When we returned to the limo, the rest of us entered before she did. La Contessa stopped and turned to the crowd of reporters. An Ultimado held an umbrella over her head as she told them to go ahead and look over what they've got to make sure there aren't any Nobodies in any of the shots, delete any of those, send off the good stuff, and meet us at the mall next. She made a joke about several of the press corps seriously needing a wardrobe upgrade, suggested she might do something about that when we get there, and got into the limo.

As soon as the door was closed, La Contessa removed the sunglasses, took her cigarette out of the holder, and Helen flopped onto the back seat.

"THAT," Helen panted, as she took the bottled water that Mander had already seen she needed and gotten from the fridge for her. "Was why I said we'd need a good lunch before we begin."

Julie was checking the news on her iPad. She thumped it briefly, then got something.

"The tabloid sites wasted no time." She reported. "The UK ones are the first to jump on it, like you said they'd be."

"Fucking Almighty Athiesmo save the Queen." Helen replied with a smile.

"There's a clip of the olive thing, with the headline 'Contessa Helena de San Finzione: Shaken Not Stirred.' Troy's going to want a shot of that. Oh, one about you buying them all lunch. 'Contessa Helena de San Finzione to Press: Let You Eat Cake! Buys lunch for reporters and entire restaurant!'"

"Perfect." Helen said, taking another drink. "My full name, cozying up to the press, AND them patting themselves on the back. Who's not gonna hate that? Let's keep that up at the mall; pick out a couple reporters and get them makeovers, buy them clothes, something." She thought a second. "We should have grabbed one of the big luggage carts with the roll bar on it, back at the hotel. Is there a store that sells those? That should be our first stop."

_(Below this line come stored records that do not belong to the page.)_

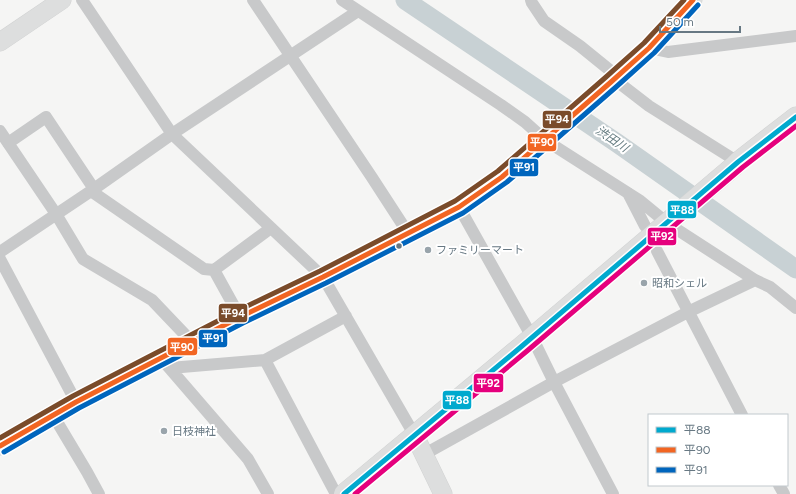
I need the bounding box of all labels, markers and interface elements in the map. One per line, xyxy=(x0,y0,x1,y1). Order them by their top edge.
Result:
scale bar xyxy=(660,8,740,34)
text: 50 m xyxy=(666,15,694,29)
line badge: 平94 xyxy=(542,110,572,129)
text: 平94 xyxy=(545,113,569,126)
water label: 渋田川 xyxy=(593,123,632,156)
line badge: 平90 xyxy=(527,133,557,152)
text: 平90 xyxy=(530,136,554,149)
line badge: 平91 xyxy=(509,158,539,177)
text: 平91 xyxy=(513,161,535,174)
line badge: 平88 xyxy=(667,200,697,219)
text: 平88 xyxy=(670,204,694,217)
line badge: 平92 xyxy=(647,227,677,246)
text: 平92 xyxy=(650,230,674,243)
unlabelled marker xyxy=(394,241,404,251)
place label: ファミリーマート xyxy=(436,244,524,257)
marker: ファミリーマート xyxy=(423,245,433,255)
place label: 昭和シェル xyxy=(652,277,707,290)
marker: 昭和シェル xyxy=(639,278,649,288)
line badge: 平94 xyxy=(218,303,248,323)
text: 平94 xyxy=(221,307,245,320)
line badge: 平91 xyxy=(198,329,228,348)
text: 平91 xyxy=(202,332,224,345)
line badge: 平90 xyxy=(167,337,198,356)
text: 平90 xyxy=(170,341,194,354)
line badge: 平92 xyxy=(473,373,504,393)
text: 平92 xyxy=(476,377,500,390)
line badge: 平88 xyxy=(442,390,472,410)
text: 平88 xyxy=(445,394,469,407)
legend xyxy=(648,414,788,486)
text: 平88 xyxy=(684,423,711,437)
place label: 日枝神社 xyxy=(172,425,216,438)
marker: 日枝神社 xyxy=(159,426,169,436)
text: 平90 xyxy=(684,443,711,457)
text: 平91 xyxy=(684,463,708,477)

Reception in downtown Seattle seemed to be coming and going that day, but I was able to bring up Facebook and see various pro-and-anti Helen pages talking about the first stories coming in.

"One of the conspiracy groups," I told Helen as I scrolled through mentions of her. "Is talking about how you have Dracula's Coffin in your secret vault under the castle and that sleeping in it is your secret to eternal youth and beauty."

Helen laughed pretty hard at that one.

"The nut who tipped me off about Whyte's video. He was ten years older than me, and I was fucking with him; calling him 'sonny' and 'boy.' I figured he'd go report it back as 'proof' that I've got the Holy Grail in 'the vault,' but Dracula's Coffin is even better!"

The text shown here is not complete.